One constant in the back-and-forth debate over immigration is that Muslim immigration into Western Europe has gone exceptionally poorly. Or so I thought – Marginal Revolution reports that 40 – 60% of Middle Eastern/African/Muslim immigrants in France marry someone who is “neither an immigrant nor a descendent of immigrants”, suggesting an impressive level of assimilation. Still don’t know whether that means ethnically-French people or ethnically-Middle-Eastern people whose families immigrated more than one generation ago.
I asked some people who had read Albion’s Seed why we attribute a lot of American South/Appalachian culture to the Scots-Irish when neither the Scots nor the Irish display those cultural features. Their answer: Scots-Irish is a euphemism. American Southerners and Appalachianites are actually descended from the Border Reavers.
Julia writes about preventing child sexual abuse. It says about 10% of people are sexually abused as children, which is much higher than I would have expected before going into psychiatry, whereas now I constantly have to remind myself that occasionally some people aren’t.
Fiesta Cookware was a 1950s fad. Like all 1950s fads, it played into nuclear mania; in this case, by including uranium-based paints to give it its cool radioactive-looking color. Since having uranium in the things you eat off of is clearly the best idea, you may be regretting you were not around in the 1950s to enjoy it. Regret no longer – it’s back on sale for $25 a plate from United Nuclear, which advertises that they are “great for radiation demonstrations, classroom/educational use, as a geiger counter test source, and certainly an item for collectors”.

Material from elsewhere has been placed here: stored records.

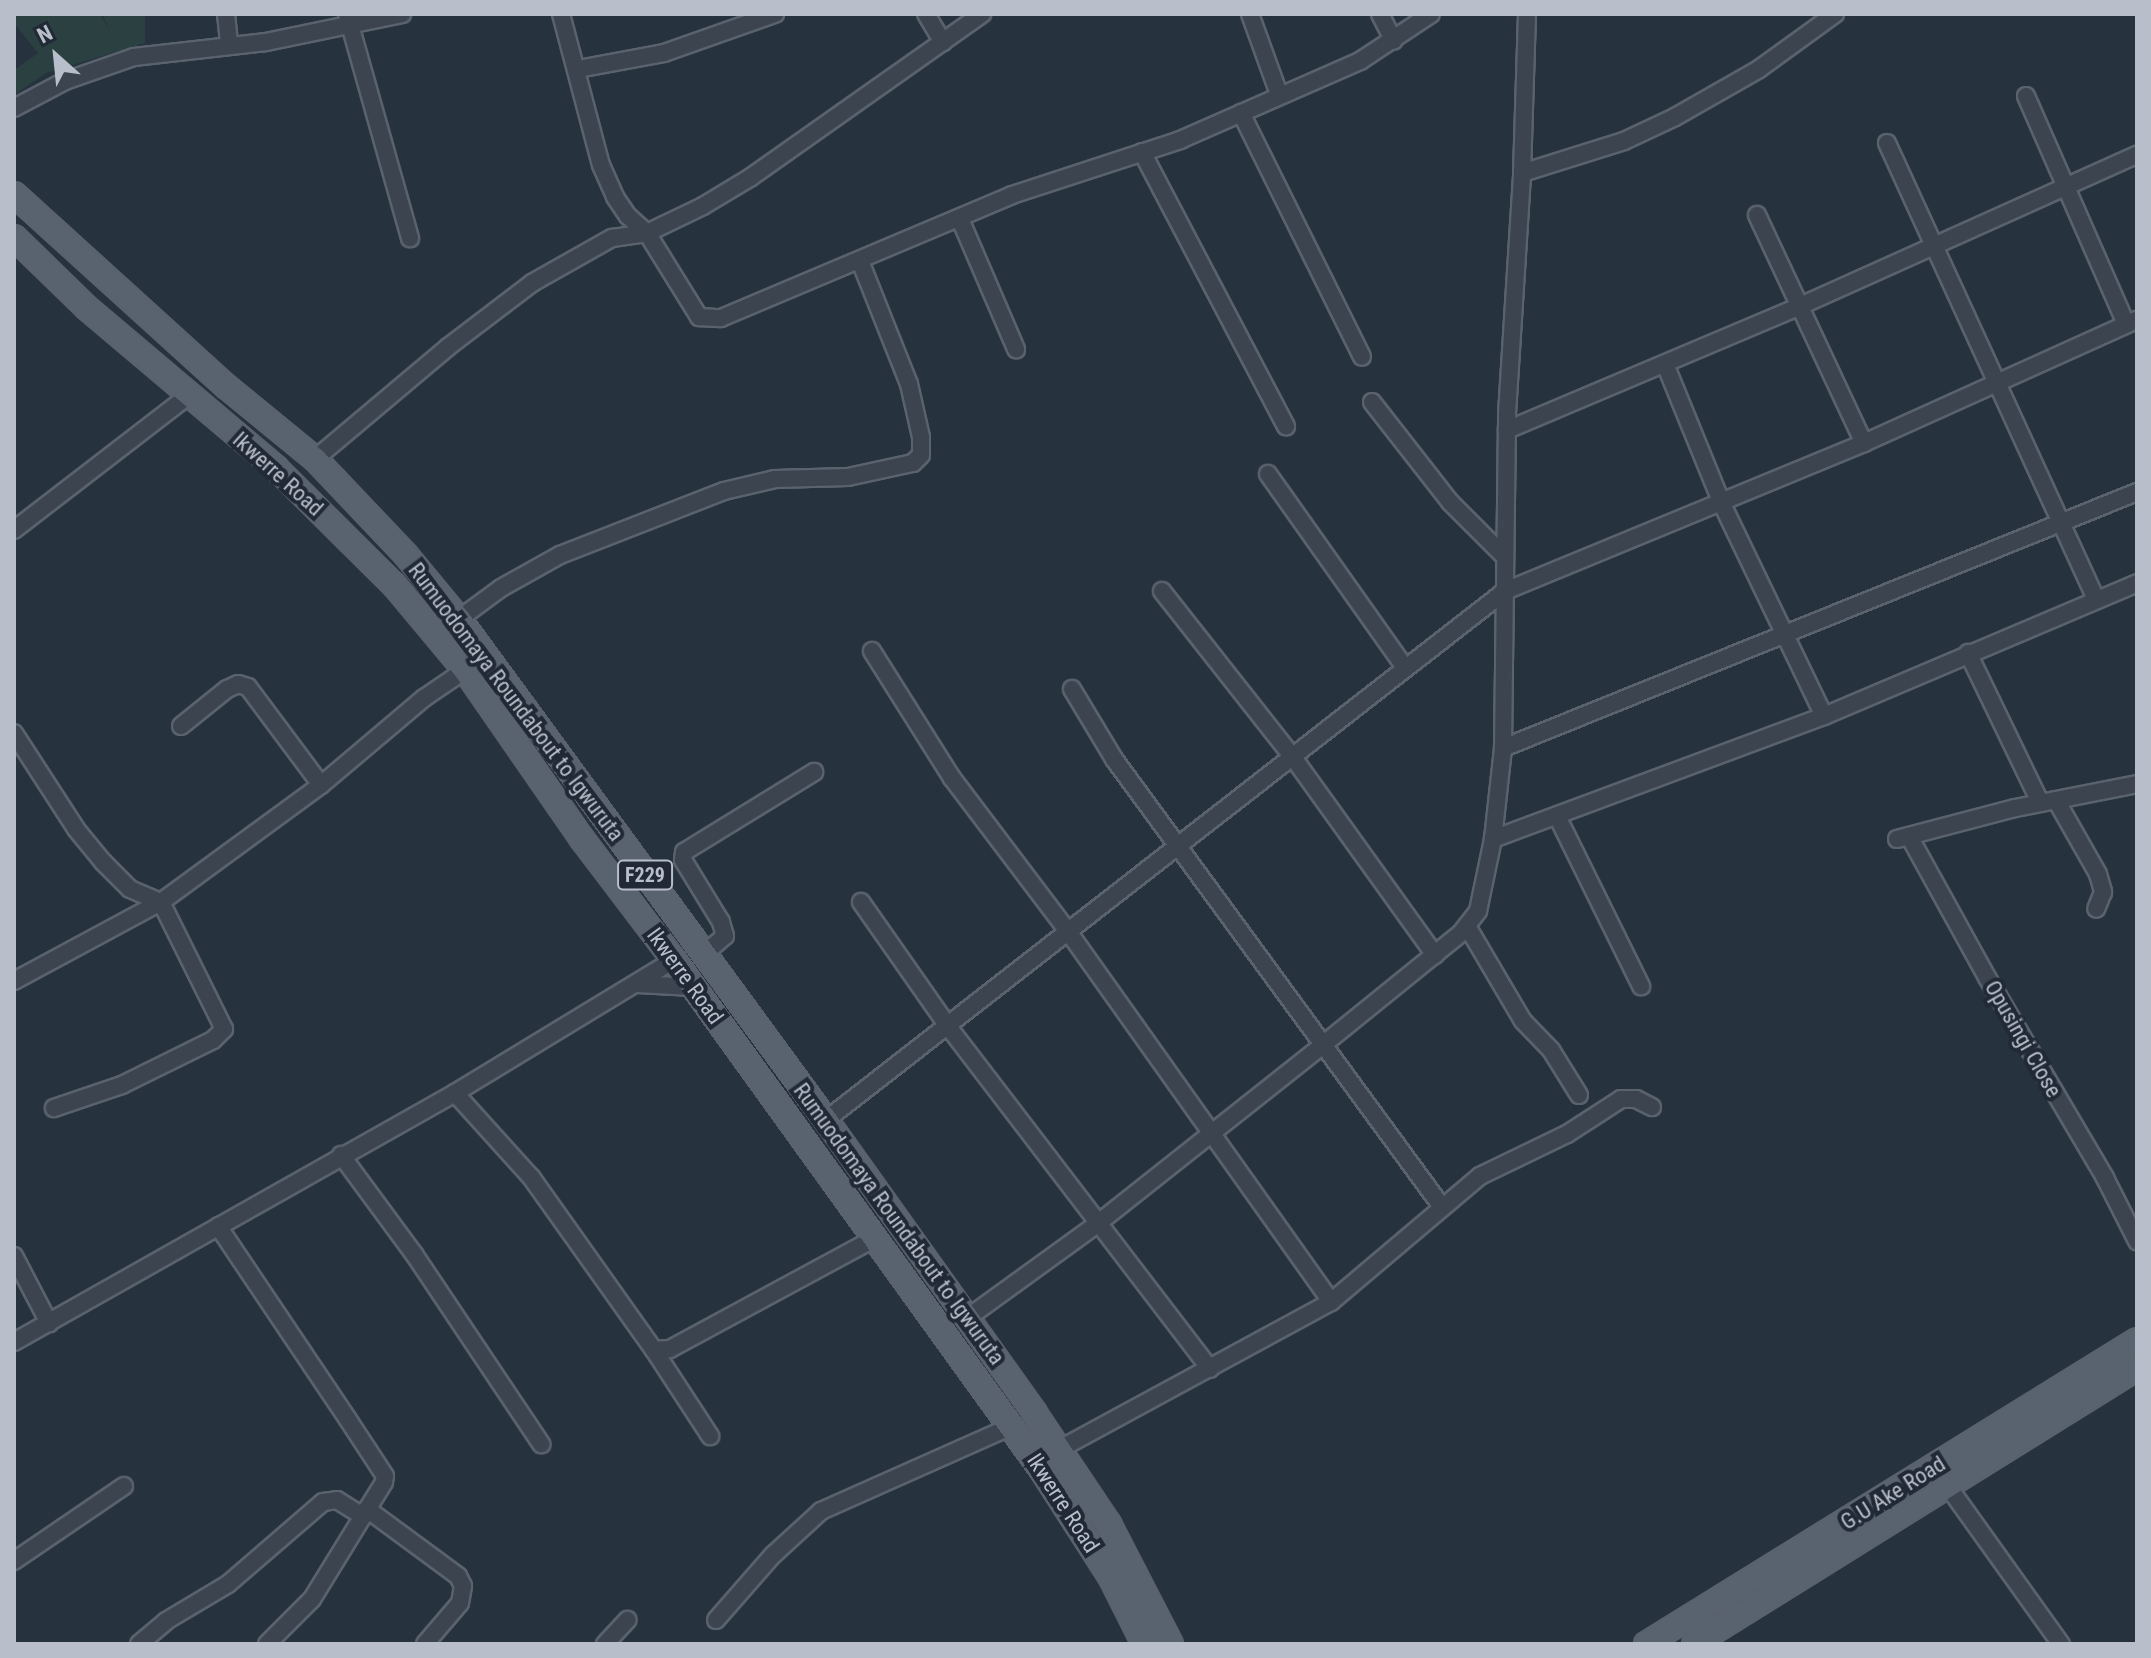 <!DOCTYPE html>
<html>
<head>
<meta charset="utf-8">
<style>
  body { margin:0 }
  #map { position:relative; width:2151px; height:1658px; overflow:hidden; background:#27323f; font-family:"Roboto Condensed",sans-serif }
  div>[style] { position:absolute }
  .green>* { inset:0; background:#2a4041 }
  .roads { filter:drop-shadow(2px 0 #59626d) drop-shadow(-2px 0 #59626d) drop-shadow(0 2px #59626d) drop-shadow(0 -2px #59626d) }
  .minor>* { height:16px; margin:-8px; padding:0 8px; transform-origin:8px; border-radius:8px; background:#3b444f }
  .major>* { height:22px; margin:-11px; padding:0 11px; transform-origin:11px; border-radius:11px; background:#59636f }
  span { translate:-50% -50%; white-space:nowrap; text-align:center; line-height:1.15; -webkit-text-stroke:8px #202935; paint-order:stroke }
  .shield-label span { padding:2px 6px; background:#202935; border:2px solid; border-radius:6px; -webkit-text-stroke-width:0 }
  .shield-label { font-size:20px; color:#b8bfca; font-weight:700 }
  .street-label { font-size:22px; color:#b8bfca }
  .frame { position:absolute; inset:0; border:16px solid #b8bfca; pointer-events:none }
  .north { position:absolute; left:16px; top:16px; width:80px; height:80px; -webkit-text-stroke:6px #202935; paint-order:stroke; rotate:333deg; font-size:22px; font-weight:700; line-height:32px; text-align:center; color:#b8bfca }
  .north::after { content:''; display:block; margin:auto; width:28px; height:36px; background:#b8bfca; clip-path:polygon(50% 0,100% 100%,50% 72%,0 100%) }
</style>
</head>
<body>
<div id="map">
  <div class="green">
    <i style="clip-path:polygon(14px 14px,100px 14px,110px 31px,102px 14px,145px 14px,145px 43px,46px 73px,14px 95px,14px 70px,38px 53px,14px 23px)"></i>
  </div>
  <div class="roads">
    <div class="minor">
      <i style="left:226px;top:14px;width:31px;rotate:84deg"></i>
      <i style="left:347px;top:14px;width:233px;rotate:74.3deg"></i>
      <i style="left:561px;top:14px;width:156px;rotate:75.2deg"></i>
      <i style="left:601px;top:165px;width:35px;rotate:66deg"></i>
      <i style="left:615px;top:197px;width:23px;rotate:56deg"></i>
      <i style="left:628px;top:216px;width:25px;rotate:42deg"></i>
      <i style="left:647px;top:233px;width:99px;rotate:58.2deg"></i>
      <i style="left:699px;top:317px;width:22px;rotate:3deg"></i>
      <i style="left:721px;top:318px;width:316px;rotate:-22.9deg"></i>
      <i style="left:1012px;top:195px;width:177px;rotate:-18.1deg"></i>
      <i style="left:1180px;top:140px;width:197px;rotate:-23.7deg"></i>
      <i style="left:1360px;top:61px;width:85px;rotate:-33.5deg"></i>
      <i style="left:926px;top:14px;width:33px;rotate:59deg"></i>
      <i style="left:1250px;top:14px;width:85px;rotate:70.1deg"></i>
      <i style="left:1380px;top:14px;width:30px;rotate:63deg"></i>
      <i style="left:578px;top:69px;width:87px;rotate:-10.5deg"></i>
      <i style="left:664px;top:53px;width:118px;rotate:-19.4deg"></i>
      <i style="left:2026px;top:96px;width:249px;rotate:66.3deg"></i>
      <i style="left:14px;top:108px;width:58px;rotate:-27.9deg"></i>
      <i style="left:65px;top:81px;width:73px;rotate:-19.2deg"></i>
      <i style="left:134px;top:57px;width:133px;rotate:-6.5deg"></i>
      <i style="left:266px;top:42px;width:139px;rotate:-11.6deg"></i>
      <i style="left:1241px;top:113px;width:272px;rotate:63.6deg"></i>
      <i style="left:1887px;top:143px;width:502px;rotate:65.38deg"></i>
      <i style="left:1142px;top:152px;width:310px;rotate:62.3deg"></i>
      <i style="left:1522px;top:173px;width:107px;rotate:-17.4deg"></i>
      <i style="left:1624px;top:141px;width:56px;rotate:-25.2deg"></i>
      <i style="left:1675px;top:117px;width:97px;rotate:-29.7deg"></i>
      <i style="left:1759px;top:69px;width:94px;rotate:-35.9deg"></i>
      <i style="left:1757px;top:215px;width:252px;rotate:64.9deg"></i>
      <i style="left:960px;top:219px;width:142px;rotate:66.7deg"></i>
      <i style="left:1665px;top:364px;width:151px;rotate:67.8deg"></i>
      <i style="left:1722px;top:504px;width:235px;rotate:64.3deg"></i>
      <i style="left:1372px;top:402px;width:127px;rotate:52deg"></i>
      <i style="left:1450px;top:502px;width:78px;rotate:45deg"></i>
      <i style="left:1507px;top:430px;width:316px;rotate:-22.9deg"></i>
      <i style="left:1798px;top:307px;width:372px;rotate:-24.2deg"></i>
      <i style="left:315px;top:459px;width:174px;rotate:-40.1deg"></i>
      <i style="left:448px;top:347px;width:106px;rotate:-37.3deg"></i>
      <i style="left:532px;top:283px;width:92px;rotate:-29.4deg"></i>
      <i style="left:612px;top:238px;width:35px;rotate:-8deg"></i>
      <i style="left:647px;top:233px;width:62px;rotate:-25.7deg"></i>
      <i style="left:703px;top:206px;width:56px;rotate:-31.1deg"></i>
      <i style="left:751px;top:177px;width:283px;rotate:-35.2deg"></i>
      <i style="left:1268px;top:474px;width:235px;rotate:54.7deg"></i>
      <i style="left:14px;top:530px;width:220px;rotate:-37.6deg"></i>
      <i style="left:1162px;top:591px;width:210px;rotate:51.8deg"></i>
      <i style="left:1292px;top:756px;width:245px;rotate:54.3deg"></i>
      <i style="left:459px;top:619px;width:52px;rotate:-36.4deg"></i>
      <i style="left:501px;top:588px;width:68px;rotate:-29.2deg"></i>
      <i style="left:560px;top:555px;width:176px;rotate:-21.3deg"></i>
      <i style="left:724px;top:491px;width:52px;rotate:-13.2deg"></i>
      <i style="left:775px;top:479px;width:73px;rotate:-1.6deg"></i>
      <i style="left:848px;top:477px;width:66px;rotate:-12.2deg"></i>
      <i style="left:913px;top:463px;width:11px;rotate:-45deg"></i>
      <i style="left:921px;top:455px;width:18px;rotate:-90deg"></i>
      <i style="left:921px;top:437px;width:54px;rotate:-102.8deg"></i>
      <i style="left:909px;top:384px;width:132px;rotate:-111.7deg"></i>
      <i style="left:872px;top:651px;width:150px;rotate:57.8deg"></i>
      <i style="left:952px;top:778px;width:191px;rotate:52.9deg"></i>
      <i style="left:1067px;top:930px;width:456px;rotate:54.6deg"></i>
      <i style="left:1968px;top:653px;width:165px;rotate:64.2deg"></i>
      <i style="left:1072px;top:689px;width:82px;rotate:59deg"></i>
      <i style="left:1114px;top:759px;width:555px;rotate:53.79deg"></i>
      <i style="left:181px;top:726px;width:59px;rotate:-38.8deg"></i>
      <i style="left:227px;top:689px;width:12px;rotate:-24deg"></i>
      <i style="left:238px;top:684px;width:10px;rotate:17deg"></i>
      <i style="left:248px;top:687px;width:122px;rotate:53.3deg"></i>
      <i style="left:14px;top:733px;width:114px;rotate:57.1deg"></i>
      <i style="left:76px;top:829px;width:43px;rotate:50.7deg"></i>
      <i style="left:103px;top:862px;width:38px;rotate:45deg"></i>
      <i style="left:130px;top:889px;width:34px;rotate:23deg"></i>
      <i style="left:161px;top:902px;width:142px;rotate:63.6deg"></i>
      <i style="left:224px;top:1029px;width:16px;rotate:135deg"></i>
      <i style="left:213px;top:1040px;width:102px;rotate:153.7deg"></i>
      <i style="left:122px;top:1085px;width:72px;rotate:161.3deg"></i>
      <i style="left:1503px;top:748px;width:684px;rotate:-21.99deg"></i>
      <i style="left:2056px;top:800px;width:85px;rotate:60.4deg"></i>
      <i style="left:2098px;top:874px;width:19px;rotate:74deg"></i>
      <i style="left:2103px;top:892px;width:18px;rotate:112deg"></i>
      <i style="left:1557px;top:816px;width:190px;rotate:63.7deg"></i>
      <i style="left:1909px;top:836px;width:163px;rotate:61.1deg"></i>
      <i style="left:1988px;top:979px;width:231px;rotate:59.5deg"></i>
      <i style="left:2105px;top:1178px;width:71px;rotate:63.1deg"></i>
      <i style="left:1493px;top:839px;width:353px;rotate:-20.4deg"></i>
      <i style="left:1824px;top:716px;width:340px;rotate:-23deg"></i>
      <i style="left:1897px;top:839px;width:122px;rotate:-14.7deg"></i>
      <i style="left:2015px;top:808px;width:124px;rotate:-11.1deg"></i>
      <i style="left:861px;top:902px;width:150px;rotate:55deg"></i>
      <i style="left:947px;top:1025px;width:433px;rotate:52.6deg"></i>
      <i style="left:1467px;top:926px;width:110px;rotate:59.5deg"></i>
      <i style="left:1523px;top:1021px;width:40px;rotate:46deg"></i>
      <i style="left:1551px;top:1050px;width:53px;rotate:58.1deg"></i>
      <i style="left:703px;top:955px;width:29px;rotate:-41deg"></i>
      <i style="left:725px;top:936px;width:15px;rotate:-106deg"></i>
      <i style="left:721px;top:922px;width:73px;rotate:-121.5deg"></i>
      <i style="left:683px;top:860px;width:8px;rotate:-83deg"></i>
      <i style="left:684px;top:852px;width:153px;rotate:-31.6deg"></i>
      <i style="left:14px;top:981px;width:167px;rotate:-28.3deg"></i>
      <i style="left:161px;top:902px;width:198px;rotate:-36.2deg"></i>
      <i style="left:321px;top:785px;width:135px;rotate:-40.2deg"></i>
      <i style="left:424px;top:698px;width:50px;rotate:-34.3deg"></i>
      <i style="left:636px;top:984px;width:58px;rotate:3deg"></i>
      <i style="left:455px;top:1093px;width:113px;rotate:47.9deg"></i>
      <i style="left:531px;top:1177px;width:212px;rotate:54.6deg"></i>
      <i style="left:654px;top:1350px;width:16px;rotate:-4deg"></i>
      <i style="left:670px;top:1349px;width:233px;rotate:-28.4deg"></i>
      <i style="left:826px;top:1120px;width:861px;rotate:-37.92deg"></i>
      <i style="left:1505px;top:591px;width:388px;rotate:-22.4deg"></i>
      <i style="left:1864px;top:443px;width:299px;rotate:-24.3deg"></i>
      <i style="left:341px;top:1155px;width:123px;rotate:53.6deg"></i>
      <i style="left:414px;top:1254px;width:229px;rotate:56.2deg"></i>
      <i style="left:14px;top:1256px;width:76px;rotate:62.4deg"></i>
      <i style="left:966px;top:1319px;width:162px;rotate:-35.9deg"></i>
      <i style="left:1097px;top:1224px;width:290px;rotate:-38.4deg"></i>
      <i style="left:1324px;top:1044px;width:176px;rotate:-39deg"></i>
      <i style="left:1461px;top:933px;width:28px;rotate:-52deg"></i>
      <i style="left:1478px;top:911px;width:74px;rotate:-78.2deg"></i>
      <i style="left:1493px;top:839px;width:92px;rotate:-83.7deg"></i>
      <i style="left:1503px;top:748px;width:334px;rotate:-89.3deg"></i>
      <i style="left:1507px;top:414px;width:241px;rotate:-86.4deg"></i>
      <i style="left:1522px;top:173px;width:159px;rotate:-88.2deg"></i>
      <i style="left:14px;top:1342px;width:506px;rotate:-29.45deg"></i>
      <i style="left:455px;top:1093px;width:256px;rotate:-31.3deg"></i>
      <i style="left:654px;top:1350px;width:103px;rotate:56.9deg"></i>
      <i style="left:1060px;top:1449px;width:308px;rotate:-28.5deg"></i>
      <i style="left:1331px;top:1302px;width:195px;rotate:-40.2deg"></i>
      <i style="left:1480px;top:1176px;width:97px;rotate:-25.8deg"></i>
      <i style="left:1567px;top:1134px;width:64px;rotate:-32.9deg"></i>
      <i style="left:1621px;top:1099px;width:15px"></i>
      <i style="left:1636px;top:1099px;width:18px;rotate:27deg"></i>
      <i style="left:1947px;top:1485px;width:196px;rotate:54.4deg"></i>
      <i style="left:367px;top:1509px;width:113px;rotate:36.4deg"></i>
      <i style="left:458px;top:1576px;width:11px;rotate:63deg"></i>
      <i style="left:463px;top:1586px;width:17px;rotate:100deg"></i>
      <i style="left:460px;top:1603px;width:54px;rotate:130.5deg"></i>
      <i style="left:14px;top:1561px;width:133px;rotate:-34.3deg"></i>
      <i style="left:716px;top:1620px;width:86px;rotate:-48.8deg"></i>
      <i style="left:773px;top:1555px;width:65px;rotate:-42.5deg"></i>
      <i style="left:821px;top:1511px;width:209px;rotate:-24deg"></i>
      <i style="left:139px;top:1644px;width:35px;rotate:-40deg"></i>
      <i style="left:166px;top:1621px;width:72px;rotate:-30.8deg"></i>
      <i style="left:228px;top:1584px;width:125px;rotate:-40.8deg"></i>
      <i style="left:323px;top:1502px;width:14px;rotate:-8deg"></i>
      <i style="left:337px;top:1500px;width:31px;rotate:32deg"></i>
      <i style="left:363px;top:1516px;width:40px;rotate:-58deg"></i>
      <i style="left:384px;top:1482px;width:6px;rotate:-81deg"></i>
      <i style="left:385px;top:1476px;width:69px;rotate:-123.2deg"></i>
      <i style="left:347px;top:1418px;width:231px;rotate:-123.9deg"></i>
      <i style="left:267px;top:1644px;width:64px;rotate:-45deg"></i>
      <i style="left:312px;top:1599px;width:97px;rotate:-58.4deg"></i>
      <i style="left:605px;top:1644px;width:33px;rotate:-47deg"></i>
    </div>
    <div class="major">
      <i style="left:14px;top:194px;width:287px;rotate:42.2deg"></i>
      <i style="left:227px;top:387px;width:114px;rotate:39.3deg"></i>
      <i style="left:315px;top:459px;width:132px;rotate:46.5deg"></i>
      <i style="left:406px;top:555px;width:83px;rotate:50.4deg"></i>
      <i style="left:459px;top:619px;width:621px;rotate:53.78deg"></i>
      <i style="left:826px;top:1120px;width:359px;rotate:54.5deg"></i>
      <i style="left:1034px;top:1412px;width:135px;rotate:56.2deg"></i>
      <i style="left:1109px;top:1524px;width:135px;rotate:62.7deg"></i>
      <i style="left:14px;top:237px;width:102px;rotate:44.2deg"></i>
      <i style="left:87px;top:308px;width:248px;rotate:40.2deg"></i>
      <i style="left:276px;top:468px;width:166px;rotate:44.8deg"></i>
      <i style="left:394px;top:585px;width:111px;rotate:50.1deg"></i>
      <i style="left:465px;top:670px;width:206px;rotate:55.3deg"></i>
      <i style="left:582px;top:839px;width:152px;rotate:52.8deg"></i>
      <i style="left:674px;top:960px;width:628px;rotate:54.21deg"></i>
      <i style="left:1041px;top:1469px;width:130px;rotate:57.3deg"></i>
      <i style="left:1111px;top:1578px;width:74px;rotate:63.4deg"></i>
      <i style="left:1646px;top:1644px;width:577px;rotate:-31.76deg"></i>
      <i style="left:1694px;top:1644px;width:522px;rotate:-31.92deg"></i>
    </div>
  </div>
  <div class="shield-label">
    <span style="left:645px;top:875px">F229</span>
  </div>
  <div class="street-label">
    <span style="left:278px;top:474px;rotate:42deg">Ikwerre Road</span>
    <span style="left:516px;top:702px;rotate:53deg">Rumuodomaya Roundabout to Igwuruta</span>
    <span style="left:685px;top:976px;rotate:54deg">Ikwerre Road</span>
    <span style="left:2023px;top:1039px;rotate:60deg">Opusingi Close</span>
    <span style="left:899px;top:1224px;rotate:54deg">Rumuodomaya Roundabout to Igwuruta</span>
    <span style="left:1893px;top:1493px;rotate:-32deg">G.U Ake Road</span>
    <span style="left:1063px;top:1503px;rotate:57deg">Ikwerre Road</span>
  </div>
  <div class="frame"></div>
  <div class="north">N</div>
</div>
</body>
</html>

The easternmost point in the United States is in the Virgin Islands and is named Point Udall. The westernmost point in the United States is in Guam, and is named Point Udall. Truly did Bill Clinton say “The Sun will never set on the legacy of Mo Udall.”
A lot of news sources recently reported that Tsinghua University has topped MIT for best engineering school. QZ does some decent investigative reporting and finds that this is only true if you measure by sheer quantity of papers. Apparently Tsinghua produces lots and lots of papers but they aren’t very good.
One of the lynchpins of the Fermi Paradox/Great Filter argument is that if advanced alien civilizations existed elsewhere in the Universe, we would have detected them by observing the megastructures they would build around their star(s) – but we haven’t, so they don’t. Now, for the first time, Kepler has detected a star that looks like it has a megastructure around it. But before you get too excited, it could also be some kind of exotic planetary collision or weird cometary cloud or something. Scientists have already applied to SETI to get radio telescopes pointed that direction to see if they pick anything up.
We’re always told that we need seven to eight hours’ sleep, but hunter-gatherers seem to make do with six and a half.
Via a Marginal Revolution article on a philosophy paper about how there shouldn’t be philosophy papers, I found Nathan Robinson’s blog Navel Observatory. It’s kind of one-third Freddie deBoer, one-third Brian Tomasik, and one-third weird humor. This article reminded me of my “Niceness, Community, and Civilization”: Is There A Principled Distinction Between Refusing To Watch American Sniper And Refusing To Read Fun Home?. And this one reminded me of my “Toxoplasma of Rage”: Keeping The Content Machine Whirring. Mr. Robinson also has a bunch of weird leftist childrens’ books on Amazon with titles like The Day the Crayons Organized an Autonomous Workers’ Collective and The Mayor of New Orleans Gets Her Way: A Child’s Urban Planning Toolkit.